• _Requirement_:
Start the output with the opening line of the listing below and continue, reproducing each line exactly, up to and including the line that contains "margin:0; padding:0; list-style:none".

++++ Dataset entries

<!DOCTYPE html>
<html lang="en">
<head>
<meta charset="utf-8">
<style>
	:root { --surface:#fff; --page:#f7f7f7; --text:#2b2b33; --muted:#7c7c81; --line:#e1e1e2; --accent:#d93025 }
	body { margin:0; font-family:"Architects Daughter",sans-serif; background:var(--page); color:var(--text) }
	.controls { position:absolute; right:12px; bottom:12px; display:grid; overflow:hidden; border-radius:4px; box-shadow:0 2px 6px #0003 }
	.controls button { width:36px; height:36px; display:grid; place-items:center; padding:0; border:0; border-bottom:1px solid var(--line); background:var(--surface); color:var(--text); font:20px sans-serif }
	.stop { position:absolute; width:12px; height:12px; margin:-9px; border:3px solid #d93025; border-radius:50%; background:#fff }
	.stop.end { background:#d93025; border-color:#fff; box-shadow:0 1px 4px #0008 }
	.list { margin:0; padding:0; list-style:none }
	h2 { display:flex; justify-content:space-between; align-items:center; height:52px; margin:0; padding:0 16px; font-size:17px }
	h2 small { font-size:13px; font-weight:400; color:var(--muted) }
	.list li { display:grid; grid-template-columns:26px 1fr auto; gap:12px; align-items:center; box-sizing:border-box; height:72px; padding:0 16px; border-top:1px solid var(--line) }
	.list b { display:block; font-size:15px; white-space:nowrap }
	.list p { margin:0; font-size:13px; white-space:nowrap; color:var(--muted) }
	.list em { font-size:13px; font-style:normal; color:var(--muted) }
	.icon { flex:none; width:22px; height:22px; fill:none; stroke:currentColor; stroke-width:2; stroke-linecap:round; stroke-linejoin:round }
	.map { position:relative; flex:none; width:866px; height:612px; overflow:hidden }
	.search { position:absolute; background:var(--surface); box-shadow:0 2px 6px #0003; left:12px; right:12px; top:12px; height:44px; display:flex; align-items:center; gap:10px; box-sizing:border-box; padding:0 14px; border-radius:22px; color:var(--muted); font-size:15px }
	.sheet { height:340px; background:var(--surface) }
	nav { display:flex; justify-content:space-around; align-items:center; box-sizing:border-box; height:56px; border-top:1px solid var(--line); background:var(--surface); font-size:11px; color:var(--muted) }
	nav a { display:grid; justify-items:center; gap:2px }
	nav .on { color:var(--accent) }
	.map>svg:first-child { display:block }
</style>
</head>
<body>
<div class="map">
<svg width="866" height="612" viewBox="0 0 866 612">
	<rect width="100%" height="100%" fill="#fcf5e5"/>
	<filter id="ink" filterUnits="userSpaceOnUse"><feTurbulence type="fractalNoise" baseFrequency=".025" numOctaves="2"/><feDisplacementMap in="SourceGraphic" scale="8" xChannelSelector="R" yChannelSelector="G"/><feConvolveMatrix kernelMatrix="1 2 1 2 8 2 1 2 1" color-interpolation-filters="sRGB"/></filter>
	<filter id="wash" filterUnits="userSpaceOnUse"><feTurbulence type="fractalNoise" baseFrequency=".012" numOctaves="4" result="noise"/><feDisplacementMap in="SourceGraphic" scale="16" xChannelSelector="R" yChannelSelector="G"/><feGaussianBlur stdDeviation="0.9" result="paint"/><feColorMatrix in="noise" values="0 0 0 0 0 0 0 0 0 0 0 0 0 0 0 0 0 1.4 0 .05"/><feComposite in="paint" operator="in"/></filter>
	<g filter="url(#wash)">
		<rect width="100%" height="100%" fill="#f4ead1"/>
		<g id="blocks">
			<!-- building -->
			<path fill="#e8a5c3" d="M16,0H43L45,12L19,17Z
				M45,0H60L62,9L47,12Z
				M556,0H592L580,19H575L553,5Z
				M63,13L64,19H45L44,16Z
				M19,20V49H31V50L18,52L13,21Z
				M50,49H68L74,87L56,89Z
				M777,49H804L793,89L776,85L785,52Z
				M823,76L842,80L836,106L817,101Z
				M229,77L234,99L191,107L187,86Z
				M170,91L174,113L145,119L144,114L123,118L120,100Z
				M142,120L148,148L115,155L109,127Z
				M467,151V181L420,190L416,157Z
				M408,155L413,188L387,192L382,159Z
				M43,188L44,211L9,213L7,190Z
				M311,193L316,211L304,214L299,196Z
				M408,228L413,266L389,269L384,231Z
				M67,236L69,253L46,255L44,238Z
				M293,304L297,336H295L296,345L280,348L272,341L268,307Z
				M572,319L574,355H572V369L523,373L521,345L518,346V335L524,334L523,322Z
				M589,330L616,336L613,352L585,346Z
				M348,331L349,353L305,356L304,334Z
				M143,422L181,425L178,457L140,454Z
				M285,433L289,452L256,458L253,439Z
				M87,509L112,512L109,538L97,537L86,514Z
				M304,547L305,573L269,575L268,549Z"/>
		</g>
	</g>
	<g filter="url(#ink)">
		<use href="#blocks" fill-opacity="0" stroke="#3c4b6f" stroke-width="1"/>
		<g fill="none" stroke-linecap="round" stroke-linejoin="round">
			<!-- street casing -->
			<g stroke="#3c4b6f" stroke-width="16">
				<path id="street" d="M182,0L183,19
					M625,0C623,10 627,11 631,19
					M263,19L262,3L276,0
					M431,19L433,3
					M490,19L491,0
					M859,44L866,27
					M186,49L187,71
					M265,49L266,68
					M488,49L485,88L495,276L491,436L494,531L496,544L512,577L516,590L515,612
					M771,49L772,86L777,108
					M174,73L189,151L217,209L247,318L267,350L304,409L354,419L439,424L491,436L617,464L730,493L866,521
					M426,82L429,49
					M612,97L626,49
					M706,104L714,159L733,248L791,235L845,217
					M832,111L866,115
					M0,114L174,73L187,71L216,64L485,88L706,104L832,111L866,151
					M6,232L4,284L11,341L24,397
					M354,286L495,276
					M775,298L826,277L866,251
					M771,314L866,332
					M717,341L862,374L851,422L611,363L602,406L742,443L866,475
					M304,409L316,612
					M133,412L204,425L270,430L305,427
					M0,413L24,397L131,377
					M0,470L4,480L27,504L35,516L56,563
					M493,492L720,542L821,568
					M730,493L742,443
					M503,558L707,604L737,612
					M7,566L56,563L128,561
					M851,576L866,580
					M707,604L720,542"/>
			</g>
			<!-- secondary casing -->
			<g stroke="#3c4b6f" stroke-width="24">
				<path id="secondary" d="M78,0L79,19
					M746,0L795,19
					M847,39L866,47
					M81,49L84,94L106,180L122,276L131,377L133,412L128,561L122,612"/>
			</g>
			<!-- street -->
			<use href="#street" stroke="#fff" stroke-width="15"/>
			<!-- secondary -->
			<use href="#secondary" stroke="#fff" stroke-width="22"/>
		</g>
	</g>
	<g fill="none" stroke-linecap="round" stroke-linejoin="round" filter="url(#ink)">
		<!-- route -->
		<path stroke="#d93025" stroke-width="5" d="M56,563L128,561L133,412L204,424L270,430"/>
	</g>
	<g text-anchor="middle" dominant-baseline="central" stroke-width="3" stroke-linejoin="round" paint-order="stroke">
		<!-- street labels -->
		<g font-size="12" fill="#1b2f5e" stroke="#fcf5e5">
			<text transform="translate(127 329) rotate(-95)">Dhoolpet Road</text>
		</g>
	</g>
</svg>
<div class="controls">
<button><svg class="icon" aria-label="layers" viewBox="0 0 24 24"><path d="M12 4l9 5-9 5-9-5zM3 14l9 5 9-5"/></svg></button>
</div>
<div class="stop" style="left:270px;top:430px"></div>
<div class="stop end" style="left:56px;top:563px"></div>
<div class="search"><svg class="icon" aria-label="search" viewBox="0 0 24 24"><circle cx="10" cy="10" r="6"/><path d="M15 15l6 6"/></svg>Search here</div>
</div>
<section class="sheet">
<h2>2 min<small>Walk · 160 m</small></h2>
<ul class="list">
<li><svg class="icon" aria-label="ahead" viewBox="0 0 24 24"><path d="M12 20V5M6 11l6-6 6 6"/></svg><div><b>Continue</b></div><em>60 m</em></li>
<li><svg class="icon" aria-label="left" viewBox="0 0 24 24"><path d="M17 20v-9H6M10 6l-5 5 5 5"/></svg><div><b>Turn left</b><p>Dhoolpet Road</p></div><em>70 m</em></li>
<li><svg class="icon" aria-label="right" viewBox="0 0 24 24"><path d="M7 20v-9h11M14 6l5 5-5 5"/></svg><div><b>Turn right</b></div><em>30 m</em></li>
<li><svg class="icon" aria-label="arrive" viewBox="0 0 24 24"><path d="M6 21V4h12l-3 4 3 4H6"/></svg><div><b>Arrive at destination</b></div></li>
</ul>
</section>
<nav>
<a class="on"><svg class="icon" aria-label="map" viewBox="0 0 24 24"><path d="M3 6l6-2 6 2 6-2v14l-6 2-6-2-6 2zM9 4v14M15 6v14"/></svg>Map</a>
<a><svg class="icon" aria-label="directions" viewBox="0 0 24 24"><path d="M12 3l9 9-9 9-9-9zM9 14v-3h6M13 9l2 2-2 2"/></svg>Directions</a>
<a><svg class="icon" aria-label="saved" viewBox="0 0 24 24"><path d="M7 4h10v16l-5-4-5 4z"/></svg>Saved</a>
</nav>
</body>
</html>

++++++++

• _Exercise response_:
<!DOCTYPE html>
<html lang="en">
<head>
<meta charset="utf-8">
<style>
	:root { --surface:#fff; --page:#f7f7f7; --text:#2b2b33; --muted:#7c7c81; --line:#e1e1e2; --accent:#d93025 }
	body { margin:0; font-family:"Architects Daughter",sans-serif; background:var(--page); color:var(--text) }
	.controls { position:absolute; right:12px; bottom:12px; display:grid; overflow:hidden; border-radius:4px; box-shadow:0 2px 6px #0003 }
	.controls button { width:36px; height:36px; display:grid; place-items:center; padding:0; border:0; border-bottom:1px solid var(--line); background:var(--surface); color:var(--text); font:20px sans-serif }
	.stop { position:absolute; width:12px; height:12px; margin:-9px; border:3px solid #d93025; border-radius:50%; background:#fff }
	.stop.end { background:#d93025; border-color:#fff; box-shadow:0 1px 4px #0008 }
	.list { margin:0; padding:0; list-style:none }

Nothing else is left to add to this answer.